━━━ Information shown ━━━

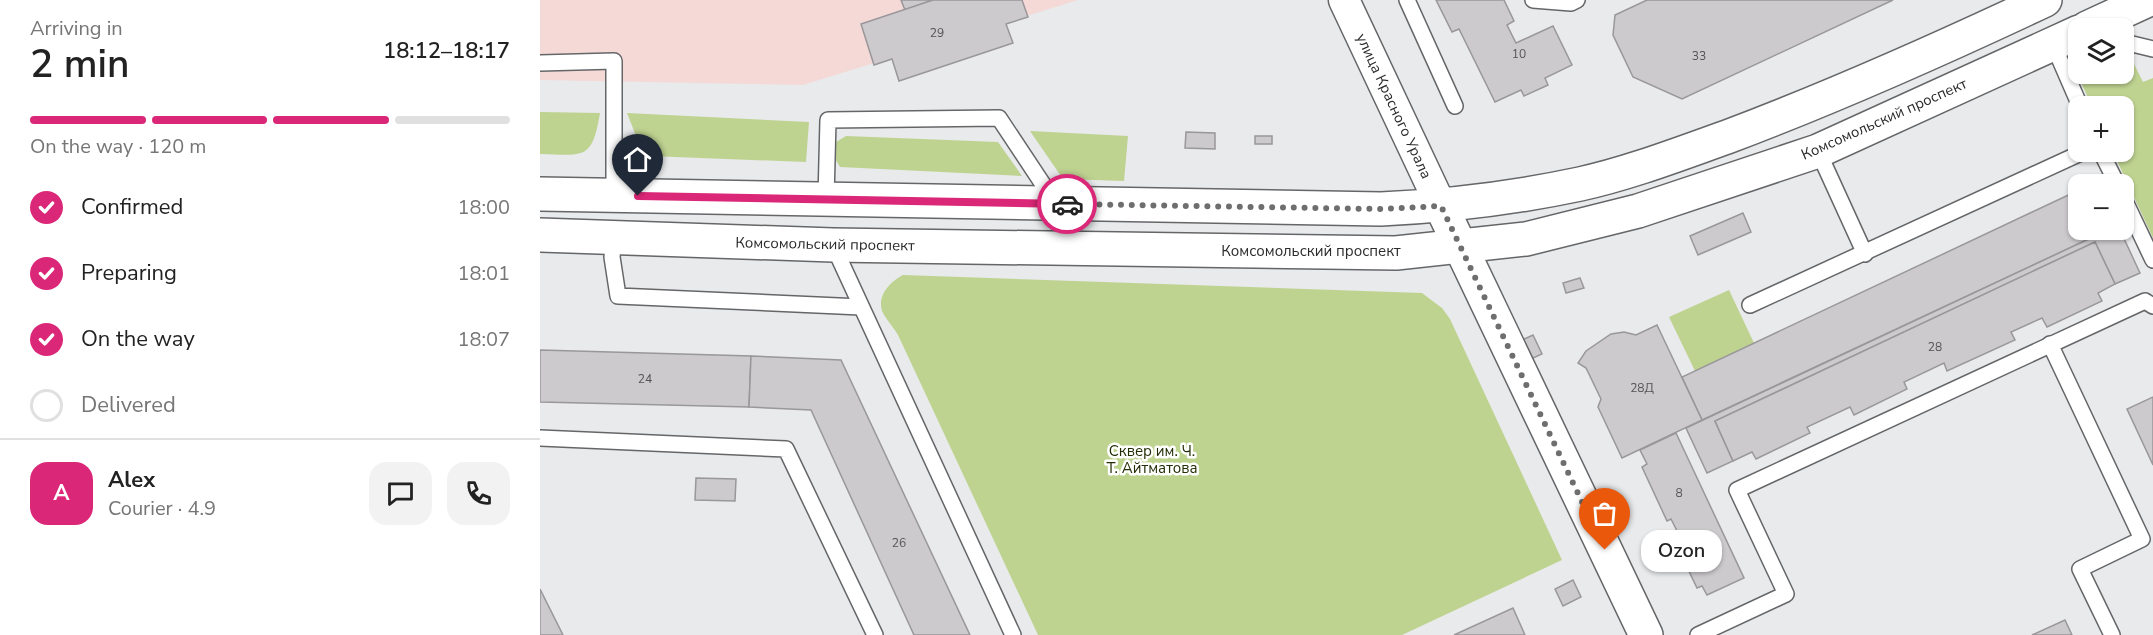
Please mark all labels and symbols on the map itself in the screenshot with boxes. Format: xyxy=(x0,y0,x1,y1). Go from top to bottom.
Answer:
house number: 29 xyxy=(930,25,944,41)
street label: улица Красного Урала xyxy=(1352,30,1436,182)
house number: 10 xyxy=(1512,46,1526,62)
house number: 33 xyxy=(1692,48,1706,64)
street label: Комсомольский проспект xyxy=(1798,73,1970,165)
pin xyxy=(612,134,663,196)
courier xyxy=(1037,174,1097,234)
street label: Комсомольский проспект xyxy=(735,232,915,256)
street label: Комсомольский проспект xyxy=(1221,241,1401,261)
house number: 28 xyxy=(1928,339,1942,355)
house number: 24 xyxy=(638,371,652,387)
house number: 28Д xyxy=(1630,380,1655,396)
park label: Сквер им. Ч. Т. Айтматова xyxy=(1106,441,1198,478)
house number: 8 xyxy=(1675,485,1683,501)
pin xyxy=(1579,488,1630,550)
callout: Ozon xyxy=(1641,529,1722,571)
house number: 26 xyxy=(892,535,906,551)

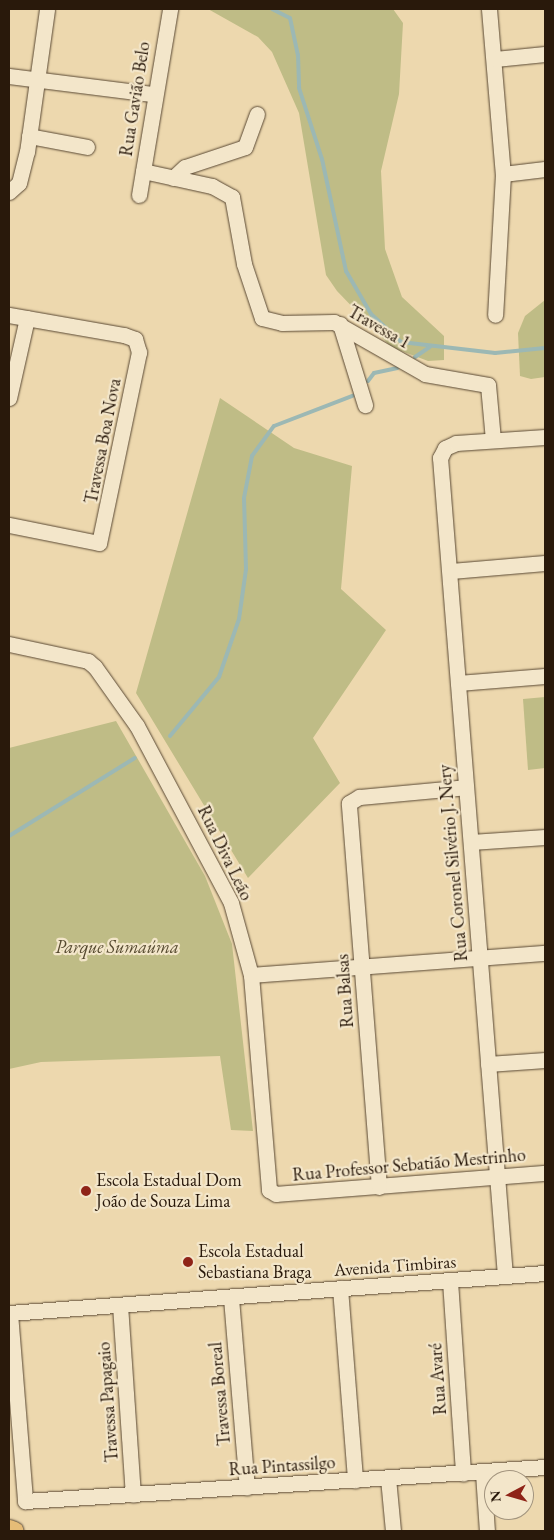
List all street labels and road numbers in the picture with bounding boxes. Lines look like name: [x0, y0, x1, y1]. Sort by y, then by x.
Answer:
street label: Rua Gavião Belo: [115, 40, 155, 158]
street label: Travessa 1: [344, 300, 414, 354]
street label: Travessa Boa Nova: [80, 376, 126, 506]
street label: Rua Coronel Silvério J. Nery: [434, 764, 472, 962]
street label: Rua Diva Leão: [193, 802, 257, 904]
street label: Rua Balsas: [332, 953, 358, 1029]
street label: Rua Professor Sebatião Mestrinho: [291, 1144, 527, 1186]
street label: Avenida Timbiras: [333, 1251, 457, 1281]
street label: Travessa Papagaio: [93, 1341, 123, 1463]
street label: Travessa Boreal: [205, 1341, 235, 1447]
street label: Rua Avaré: [425, 1342, 451, 1416]
street label: Rua Pintassilgo: [228, 1451, 336, 1481]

━━━

* **Assignment**:
What is needed is an exact copy of the lines from the one containing "List all street" through the last line of the records, and nothing else.

* **Response**:
List all street labels and road numbers in the picture with bounding boxes. Lines look like name: [x0, y0, x1, y1]. Sort by y, then by x.
Answer:
street label: Rua Gavião Belo: [115, 40, 155, 158]
street label: Travessa 1: [344, 300, 414, 354]
street label: Travessa Boa Nova: [80, 376, 126, 506]
street label: Rua Coronel Silvério J. Nery: [434, 764, 472, 962]
street label: Rua Diva Leão: [193, 802, 257, 904]
street label: Rua Balsas: [332, 953, 358, 1029]
street label: Rua Professor Sebatião Mestrinho: [291, 1144, 527, 1186]
street label: Avenida Timbiras: [333, 1251, 457, 1281]
street label: Travessa Papagaio: [93, 1341, 123, 1463]
street label: Travessa Boreal: [205, 1341, 235, 1447]
street label: Rua Avaré: [425, 1342, 451, 1416]
street label: Rua Pintassilgo: [228, 1451, 336, 1481]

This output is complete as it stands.